RECORD EXCERPTS section start

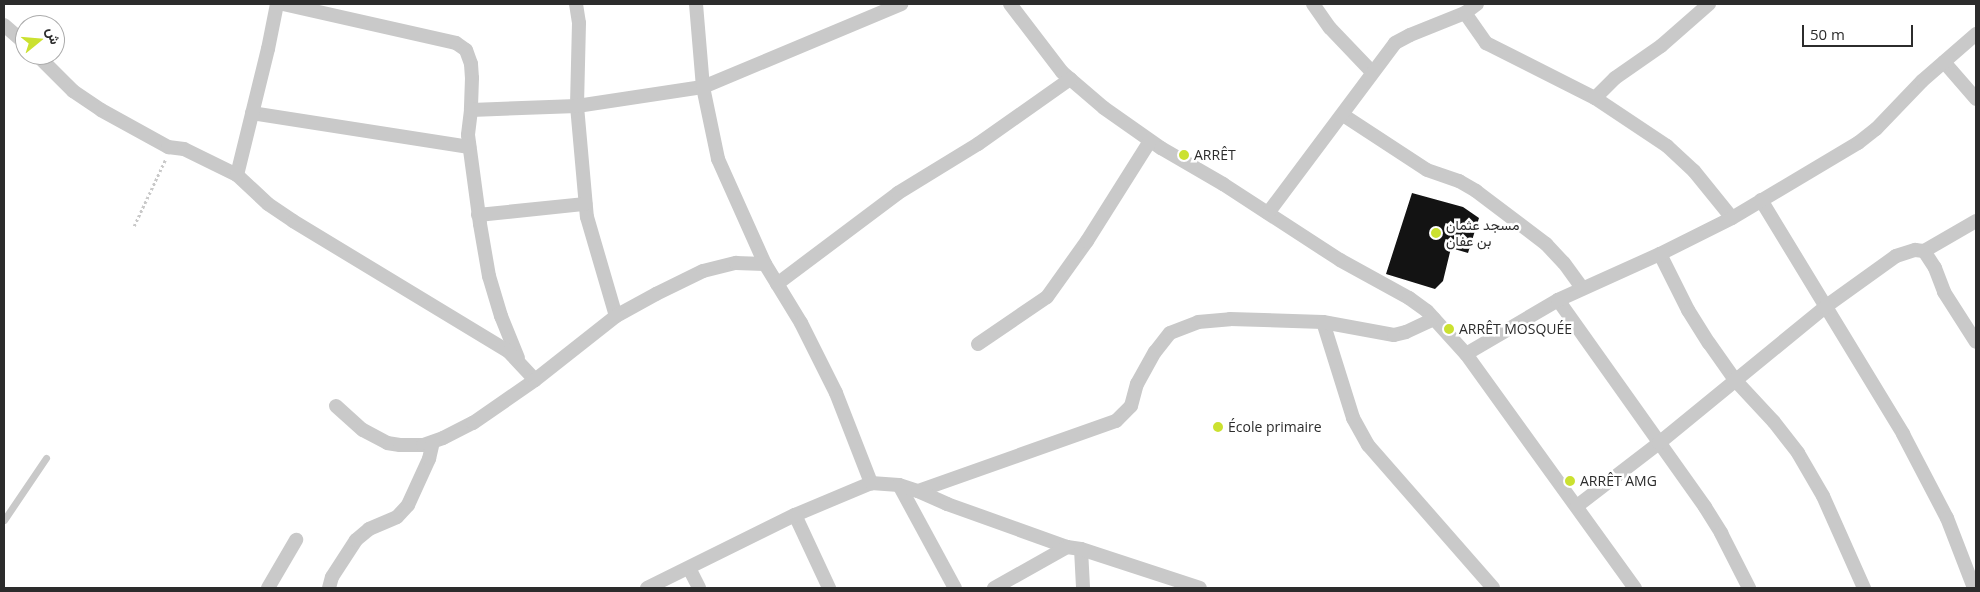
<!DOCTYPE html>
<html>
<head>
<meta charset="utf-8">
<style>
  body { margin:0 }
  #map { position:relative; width:1980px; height:592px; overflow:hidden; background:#fff; font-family:"Open Sans",Vazirmatn,sans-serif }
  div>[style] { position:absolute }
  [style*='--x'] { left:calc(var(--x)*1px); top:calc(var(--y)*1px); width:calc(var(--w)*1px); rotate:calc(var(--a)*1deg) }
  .building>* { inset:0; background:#131313 }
  .path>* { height:2.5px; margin-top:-1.25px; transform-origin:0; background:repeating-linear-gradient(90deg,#c9c9c9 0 2.5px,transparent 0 5px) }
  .lane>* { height:7px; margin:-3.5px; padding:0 3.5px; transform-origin:3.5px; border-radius:3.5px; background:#c9c9c9 }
  .street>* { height:14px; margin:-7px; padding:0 7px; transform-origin:7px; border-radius:7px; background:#c9c9c9 }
  .dots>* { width:14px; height:14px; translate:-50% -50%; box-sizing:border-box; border:2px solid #fff; border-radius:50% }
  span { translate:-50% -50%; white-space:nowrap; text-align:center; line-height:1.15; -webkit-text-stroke:5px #fff; paint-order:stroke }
  .poi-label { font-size:14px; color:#2c2c2c }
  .left { translate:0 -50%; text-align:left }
  .frame { position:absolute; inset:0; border:5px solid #2c2c2c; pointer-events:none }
  .north { position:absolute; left:15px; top:15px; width:50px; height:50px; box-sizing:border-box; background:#fff; border:1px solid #ababab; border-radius:50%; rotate:73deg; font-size:14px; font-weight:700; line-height:20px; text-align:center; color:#2c2c2c }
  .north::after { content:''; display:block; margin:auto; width:18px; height:22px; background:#cbe130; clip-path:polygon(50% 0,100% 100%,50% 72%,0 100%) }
  .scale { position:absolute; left:1802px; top:25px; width:111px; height:22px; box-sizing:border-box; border:2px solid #2c2c2c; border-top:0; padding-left:6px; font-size:15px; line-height:18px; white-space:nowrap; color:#2c2c2c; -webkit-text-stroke:4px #fff; paint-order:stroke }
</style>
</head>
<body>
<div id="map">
  <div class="building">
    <div style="clip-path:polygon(1412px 193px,1463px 207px,1479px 218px,1468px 253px,1451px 248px,1443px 281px,1435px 289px,1386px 274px)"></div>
  </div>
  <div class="path">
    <div style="--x:134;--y:226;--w:73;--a:-64.8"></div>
  </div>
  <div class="lane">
    <div style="--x:4;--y:520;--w:75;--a:-55.9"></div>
  </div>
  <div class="street">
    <div style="--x:283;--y:4;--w:177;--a:12.7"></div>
    <div style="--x:456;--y:43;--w:12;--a:35"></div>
    <div style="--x:466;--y:50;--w:15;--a:70"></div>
    <div style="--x:471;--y:64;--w:14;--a:86"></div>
    <div style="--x:472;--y:78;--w:32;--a:92"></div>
    <div style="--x:471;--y:110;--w:25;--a:97"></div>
    <div style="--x:468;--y:135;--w:90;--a:82.3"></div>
    <div style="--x:480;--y:224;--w:53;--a:80.2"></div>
    <div style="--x:489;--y:276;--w:42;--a:73.3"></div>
    <div style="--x:501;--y:316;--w:45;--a:68"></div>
    <div style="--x:576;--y:4;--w:19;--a:81"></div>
    <div style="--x:579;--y:23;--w:83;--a:91.4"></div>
    <div style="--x:577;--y:106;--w:111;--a:84.9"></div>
    <div style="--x:587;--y:217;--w:103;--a:73.7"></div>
    <div style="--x:696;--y:4;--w:83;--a:85.2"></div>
    <div style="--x:703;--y:87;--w:74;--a:78.2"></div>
    <div style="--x:718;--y:159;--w:115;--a:65.9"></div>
    <div style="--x:765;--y:264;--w:69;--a:58.6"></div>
    <div style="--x:801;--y:323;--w:78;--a:63.4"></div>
    <div style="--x:836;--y:393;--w:97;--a:68.7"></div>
    <div style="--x:1010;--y:4;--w:86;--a:52.6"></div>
    <div style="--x:1062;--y:72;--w:55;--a:40.6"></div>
    <div style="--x:1104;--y:108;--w:70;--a:35.1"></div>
    <div style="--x:1161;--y:148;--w:72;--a:30.1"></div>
    <div style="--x:1223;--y:184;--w:140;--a:33"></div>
    <div style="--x:1340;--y:260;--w:79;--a:28.8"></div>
    <div style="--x:1409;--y:298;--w:22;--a:36"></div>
    <div style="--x:1427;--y:311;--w:58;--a:47.8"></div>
    <div style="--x:1466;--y:354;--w:289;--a:54.2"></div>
    <div style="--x:1313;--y:4;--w:29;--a:55"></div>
    <div style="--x:1330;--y:28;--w:61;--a:46.3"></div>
    <div style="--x:1465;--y:13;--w:37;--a:55"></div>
    <div style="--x:1486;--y:43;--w:122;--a:26.8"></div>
    <div style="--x:1595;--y:98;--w:87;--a:33.7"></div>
    <div style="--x:1667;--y:146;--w:37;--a:43"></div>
    <div style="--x:1694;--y:171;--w:60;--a:51"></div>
    <div style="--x:4;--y:25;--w:28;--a:41"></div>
    <div style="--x:37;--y:55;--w:51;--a:45"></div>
    <div style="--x:73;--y:91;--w:34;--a:34"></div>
    <div style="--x:101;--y:110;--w:77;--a:28.9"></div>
    <div style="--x:168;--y:147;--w:16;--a:7"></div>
    <div style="--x:184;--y:149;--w:59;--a:26.1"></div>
    <div style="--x:237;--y:175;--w:42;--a:43.1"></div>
    <div style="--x:268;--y:204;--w:30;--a:34"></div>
    <div style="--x:293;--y:221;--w:253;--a:31.2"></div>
    <div style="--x:509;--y:352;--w:38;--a:47"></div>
    <div style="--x:1944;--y:62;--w:49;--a:49.1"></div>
    <div style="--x:1595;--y:98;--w:28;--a:-45"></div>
    <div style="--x:1615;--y:78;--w:56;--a:-34.8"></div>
    <div style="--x:1661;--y:46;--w:64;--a:-41.2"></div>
    <div style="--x:471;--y:110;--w:106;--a:-2.2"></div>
    <div style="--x:577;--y:106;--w:127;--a:-8.6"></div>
    <div style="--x:703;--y:87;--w:215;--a:-22.7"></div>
    <div style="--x:252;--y:113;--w:220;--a:8.9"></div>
    <div style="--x:1343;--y:115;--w:100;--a:33.2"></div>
    <div style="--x:1427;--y:170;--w:34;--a:19"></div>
    <div style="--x:1459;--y:181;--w:20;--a:30"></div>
    <div style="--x:1476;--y:191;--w:88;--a:37.1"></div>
    <div style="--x:1546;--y:244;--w:26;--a:47"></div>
    <div style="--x:1564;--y:263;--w:31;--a:54"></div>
    <div style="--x:237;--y:175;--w:130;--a:-76.2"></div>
    <div style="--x:268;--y:49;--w:46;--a:-78.7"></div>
    <div style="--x:1761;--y:200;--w:274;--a:58.7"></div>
    <div style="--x:1903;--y:434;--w:95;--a:62.4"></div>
    <div style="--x:1947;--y:518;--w:75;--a:68.9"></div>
    <div style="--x:1268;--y:213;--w:212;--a:-53.2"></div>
    <div style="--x:1395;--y:43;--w:17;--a:-28"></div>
    <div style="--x:1410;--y:35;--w:59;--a:-21.8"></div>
    <div style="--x:1465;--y:13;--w:15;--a:-37"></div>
    <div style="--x:478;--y:215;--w:108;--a:-5.9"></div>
    <div style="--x:1924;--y:251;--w:60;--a:-30"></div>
    <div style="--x:1660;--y:254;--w:63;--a:63.4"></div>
    <div style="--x:1688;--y:310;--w:39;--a:58"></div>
    <div style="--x:1709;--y:343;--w:45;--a:54.9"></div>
    <div style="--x:1735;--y:380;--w:57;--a:47.1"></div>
    <div style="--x:1774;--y:422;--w:39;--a:52"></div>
    <div style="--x:1798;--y:453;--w:50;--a:59.8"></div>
    <div style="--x:1823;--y:496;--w:101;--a:66"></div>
    <div style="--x:777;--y:284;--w:151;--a:-36.9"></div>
    <div style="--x:898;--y:193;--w:94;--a:-31.5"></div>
    <div style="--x:978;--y:144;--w:113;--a:-35.2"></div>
    <div style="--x:1558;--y:300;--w:254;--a:54.6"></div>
    <div style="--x:1705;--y:507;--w:31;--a:58"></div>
    <div style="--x:1721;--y:533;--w:62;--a:63"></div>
    <div style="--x:1323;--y:322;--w:101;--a:72.6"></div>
    <div style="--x:1353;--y:418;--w:31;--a:61"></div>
    <div style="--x:1368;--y:445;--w:190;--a:48.8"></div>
    <div style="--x:978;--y:344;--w:83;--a:-34.3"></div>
    <div style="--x:1047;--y:297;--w:69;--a:-54.5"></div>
    <div style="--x:1087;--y:241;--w:118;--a:-57.8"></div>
    <div style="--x:1466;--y:354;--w:107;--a:-30.4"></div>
    <div style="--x:1558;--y:300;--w:112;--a:-24.3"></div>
    <div style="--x:1660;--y:254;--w:80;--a:-26.6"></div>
    <div style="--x:1732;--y:218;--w:147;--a:-30.8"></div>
    <div style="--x:1858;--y:143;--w:23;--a:-38"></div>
    <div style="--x:1876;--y:129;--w:66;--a:-46.2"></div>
    <div style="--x:1922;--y:81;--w:72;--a:-41"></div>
    <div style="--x:336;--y:406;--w:36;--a:42"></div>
    <div style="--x:363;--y:430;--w:27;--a:28"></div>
    <div style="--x:387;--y:443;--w:13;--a:9"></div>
    <div style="--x:400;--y:445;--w:23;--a:0"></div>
    <div style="--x:423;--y:445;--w:21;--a:-19"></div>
    <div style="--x:443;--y:438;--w:34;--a:-27"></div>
    <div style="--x:473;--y:423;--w:75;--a:-34.7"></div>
    <div style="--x:535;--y:380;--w:103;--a:-38.3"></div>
    <div style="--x:616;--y:316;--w:46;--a:-28.8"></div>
    <div style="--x:656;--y:294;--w:52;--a:-26.1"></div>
    <div style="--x:703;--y:271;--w:34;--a:-14"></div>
    <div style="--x:736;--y:263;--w:29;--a:2"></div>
    <div style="--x:899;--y:485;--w:117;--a:61.5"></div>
    <div style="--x:918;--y:491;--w:210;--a:-19.5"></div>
    <div style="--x:1116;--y:421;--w:21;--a:-45"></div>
    <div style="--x:1131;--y:406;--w:23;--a:-75"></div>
    <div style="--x:1137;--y:384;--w:37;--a:-61"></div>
    <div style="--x:1155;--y:352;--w:24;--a:-52"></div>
    <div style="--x:1170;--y:333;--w:30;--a:-21"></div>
    <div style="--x:1198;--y:322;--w:32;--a:-5"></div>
    <div style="--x:1230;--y:319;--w:93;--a:1.8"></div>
    <div style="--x:1323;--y:322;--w:72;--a:10.4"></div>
    <div style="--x:1394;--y:335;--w:12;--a:-14"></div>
    <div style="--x:1406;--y:332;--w:31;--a:-25"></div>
    <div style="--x:1577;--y:506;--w:103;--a:-37.5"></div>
    <div style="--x:1659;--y:443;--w:215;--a:-39.3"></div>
    <div style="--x:1825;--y:307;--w:87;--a:-35.7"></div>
    <div style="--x:1896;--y:256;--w:20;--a:-18"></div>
    <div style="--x:1915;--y:250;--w:9;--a:6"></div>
    <div style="--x:1924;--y:251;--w:20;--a:57"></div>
    <div style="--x:1935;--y:268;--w:26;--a:69"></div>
    <div style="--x:1944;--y:292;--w:59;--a:57.4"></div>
    <div style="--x:795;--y:515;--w:81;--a:65"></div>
    <div style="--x:1081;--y:549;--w:39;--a:87"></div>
    <div style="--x:689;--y:568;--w:22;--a:63"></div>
    <div style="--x:268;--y:588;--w:56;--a:-59.7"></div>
    <div style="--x:329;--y:588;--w:11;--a:-75"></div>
    <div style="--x:332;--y:577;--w:44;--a:-57"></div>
    <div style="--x:356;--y:540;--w:17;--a:-40"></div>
    <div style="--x:369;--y:529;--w:30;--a:-23"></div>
    <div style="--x:397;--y:517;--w:16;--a:-47"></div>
    <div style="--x:408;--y:505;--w:51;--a:-65.5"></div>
    <div style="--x:429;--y:459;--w:17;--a:-77"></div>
    <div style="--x:647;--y:588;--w:165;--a:-26.3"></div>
    <div style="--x:795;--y:515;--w:82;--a:-22.8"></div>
    <div style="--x:871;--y:483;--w:28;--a:4"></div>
    <div style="--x:899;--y:485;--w:20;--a:18"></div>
    <div style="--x:918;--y:491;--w:32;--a:24"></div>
    <div style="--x:947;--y:504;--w:127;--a:19.7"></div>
    <div style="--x:1067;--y:547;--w:14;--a:8"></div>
    <div style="--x:1081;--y:549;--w:125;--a:18.1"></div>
    <div style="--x:994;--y:588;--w:84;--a:-29.3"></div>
  </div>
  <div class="dots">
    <div style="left:1184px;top:155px;background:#cbe130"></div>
    <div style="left:1436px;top:233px;background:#cbe130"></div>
    <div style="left:1449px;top:329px;background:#cbe130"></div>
    <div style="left:1218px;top:427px;background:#cbe130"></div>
    <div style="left:1570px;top:481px;background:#cbe130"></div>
  </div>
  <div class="poi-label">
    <span class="left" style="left:1194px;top:155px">ARRÊT</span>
    <span class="left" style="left:1446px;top:233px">مسجد عثمان<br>بن عفان</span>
    <span class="left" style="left:1459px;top:329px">ARRÊT MOSQUÉE</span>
    <span class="left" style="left:1228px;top:427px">École primaire</span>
    <span class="left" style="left:1580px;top:481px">ARRÊT AMG</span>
  </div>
  <div class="frame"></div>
  <div class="north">ش</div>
  <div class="scale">50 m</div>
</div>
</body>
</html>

RECORD EXCERPTS section end

TASK TO COMPLETE:
Only those lines of the entries above that run from the line containing "height:7px; margin:-3.5px; padding:0" to the line containing "width:14px; height:14px; translate:-50%", both included, should be transcribed exactly.

FINISHED EXERCISE:
  .lane>* { height:7px; margin:-3.5px; padding:0 3.5px; transform-origin:3.5px; border-radius:3.5px; background:#c9c9c9 }
  .street>* { height:14px; margin:-7px; padding:0 7px; transform-origin:7px; border-radius:7px; background:#c9c9c9 }
  .dots>* { width:14px; height:14px; translate:-50% -50%; box-sizing:border-box; border:2px solid #fff; border-radius:50% }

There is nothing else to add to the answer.